====== Data provided ======

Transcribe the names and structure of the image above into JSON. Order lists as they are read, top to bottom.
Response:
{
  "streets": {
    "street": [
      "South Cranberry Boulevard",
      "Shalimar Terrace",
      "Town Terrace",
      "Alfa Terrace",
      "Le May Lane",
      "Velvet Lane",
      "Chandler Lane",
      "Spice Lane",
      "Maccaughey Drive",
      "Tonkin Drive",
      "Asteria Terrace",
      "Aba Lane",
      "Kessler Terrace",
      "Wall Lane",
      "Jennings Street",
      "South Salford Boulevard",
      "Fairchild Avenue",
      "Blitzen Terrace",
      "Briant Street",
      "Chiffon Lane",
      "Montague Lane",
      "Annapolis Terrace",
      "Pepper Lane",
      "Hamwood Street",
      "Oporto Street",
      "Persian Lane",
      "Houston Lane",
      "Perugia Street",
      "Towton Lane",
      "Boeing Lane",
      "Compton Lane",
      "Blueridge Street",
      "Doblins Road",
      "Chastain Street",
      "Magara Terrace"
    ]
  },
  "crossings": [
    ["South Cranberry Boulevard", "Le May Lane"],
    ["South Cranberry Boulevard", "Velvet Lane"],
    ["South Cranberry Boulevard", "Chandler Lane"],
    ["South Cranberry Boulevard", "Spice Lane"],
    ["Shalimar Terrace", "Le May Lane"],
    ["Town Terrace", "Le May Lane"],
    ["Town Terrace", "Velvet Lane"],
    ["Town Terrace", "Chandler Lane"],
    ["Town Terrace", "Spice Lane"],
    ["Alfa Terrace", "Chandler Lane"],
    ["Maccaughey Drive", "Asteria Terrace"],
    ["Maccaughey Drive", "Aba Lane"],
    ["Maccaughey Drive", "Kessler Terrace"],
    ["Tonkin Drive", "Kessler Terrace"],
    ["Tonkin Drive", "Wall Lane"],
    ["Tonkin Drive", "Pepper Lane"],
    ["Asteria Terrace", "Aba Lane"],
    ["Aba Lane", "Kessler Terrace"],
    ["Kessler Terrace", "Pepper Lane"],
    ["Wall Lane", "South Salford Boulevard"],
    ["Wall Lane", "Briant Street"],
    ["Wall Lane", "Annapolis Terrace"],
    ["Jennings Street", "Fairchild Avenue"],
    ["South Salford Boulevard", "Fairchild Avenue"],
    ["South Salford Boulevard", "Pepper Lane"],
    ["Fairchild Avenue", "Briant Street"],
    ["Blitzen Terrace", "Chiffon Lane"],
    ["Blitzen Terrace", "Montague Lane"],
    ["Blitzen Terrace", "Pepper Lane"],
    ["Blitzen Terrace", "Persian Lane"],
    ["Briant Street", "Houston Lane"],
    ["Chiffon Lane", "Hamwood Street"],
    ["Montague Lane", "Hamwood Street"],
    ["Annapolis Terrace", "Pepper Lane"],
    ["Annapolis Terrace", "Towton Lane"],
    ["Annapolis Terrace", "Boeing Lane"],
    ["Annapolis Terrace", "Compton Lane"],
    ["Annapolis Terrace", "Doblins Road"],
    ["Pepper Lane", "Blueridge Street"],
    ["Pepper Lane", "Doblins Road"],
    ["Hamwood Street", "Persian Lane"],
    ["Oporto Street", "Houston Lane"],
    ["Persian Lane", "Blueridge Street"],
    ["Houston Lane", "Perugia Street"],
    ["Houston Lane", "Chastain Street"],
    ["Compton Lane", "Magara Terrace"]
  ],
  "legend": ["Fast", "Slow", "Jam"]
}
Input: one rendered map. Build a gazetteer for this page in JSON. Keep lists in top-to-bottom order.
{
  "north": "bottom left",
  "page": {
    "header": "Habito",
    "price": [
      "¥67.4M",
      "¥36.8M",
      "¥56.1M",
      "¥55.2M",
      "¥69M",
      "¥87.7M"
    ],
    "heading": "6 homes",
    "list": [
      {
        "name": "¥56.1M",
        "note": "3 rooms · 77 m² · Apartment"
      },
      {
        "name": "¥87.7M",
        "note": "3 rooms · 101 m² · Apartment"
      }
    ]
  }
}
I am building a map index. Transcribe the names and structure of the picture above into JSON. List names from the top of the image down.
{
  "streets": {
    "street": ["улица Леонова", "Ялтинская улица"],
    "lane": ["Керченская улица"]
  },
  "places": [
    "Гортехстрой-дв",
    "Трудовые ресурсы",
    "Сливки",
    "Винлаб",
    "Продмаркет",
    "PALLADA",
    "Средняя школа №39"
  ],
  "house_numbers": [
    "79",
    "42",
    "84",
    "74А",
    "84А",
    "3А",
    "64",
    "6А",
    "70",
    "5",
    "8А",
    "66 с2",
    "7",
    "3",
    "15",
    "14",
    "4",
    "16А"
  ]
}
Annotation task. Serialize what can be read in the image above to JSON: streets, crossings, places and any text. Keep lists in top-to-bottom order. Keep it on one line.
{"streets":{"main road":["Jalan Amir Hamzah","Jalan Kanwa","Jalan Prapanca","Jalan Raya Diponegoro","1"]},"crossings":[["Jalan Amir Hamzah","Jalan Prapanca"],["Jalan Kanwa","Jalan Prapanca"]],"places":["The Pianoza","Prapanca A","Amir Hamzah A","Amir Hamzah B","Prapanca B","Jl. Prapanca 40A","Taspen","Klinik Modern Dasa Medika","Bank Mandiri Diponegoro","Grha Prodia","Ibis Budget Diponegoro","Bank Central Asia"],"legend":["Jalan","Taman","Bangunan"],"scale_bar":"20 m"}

======

Exercise brief:
In the preceding material, find each line holding the word "Perugia" and copy it out.

Written solution:
      "Perugia Street",
    ["Houston Lane", "Perugia Street"],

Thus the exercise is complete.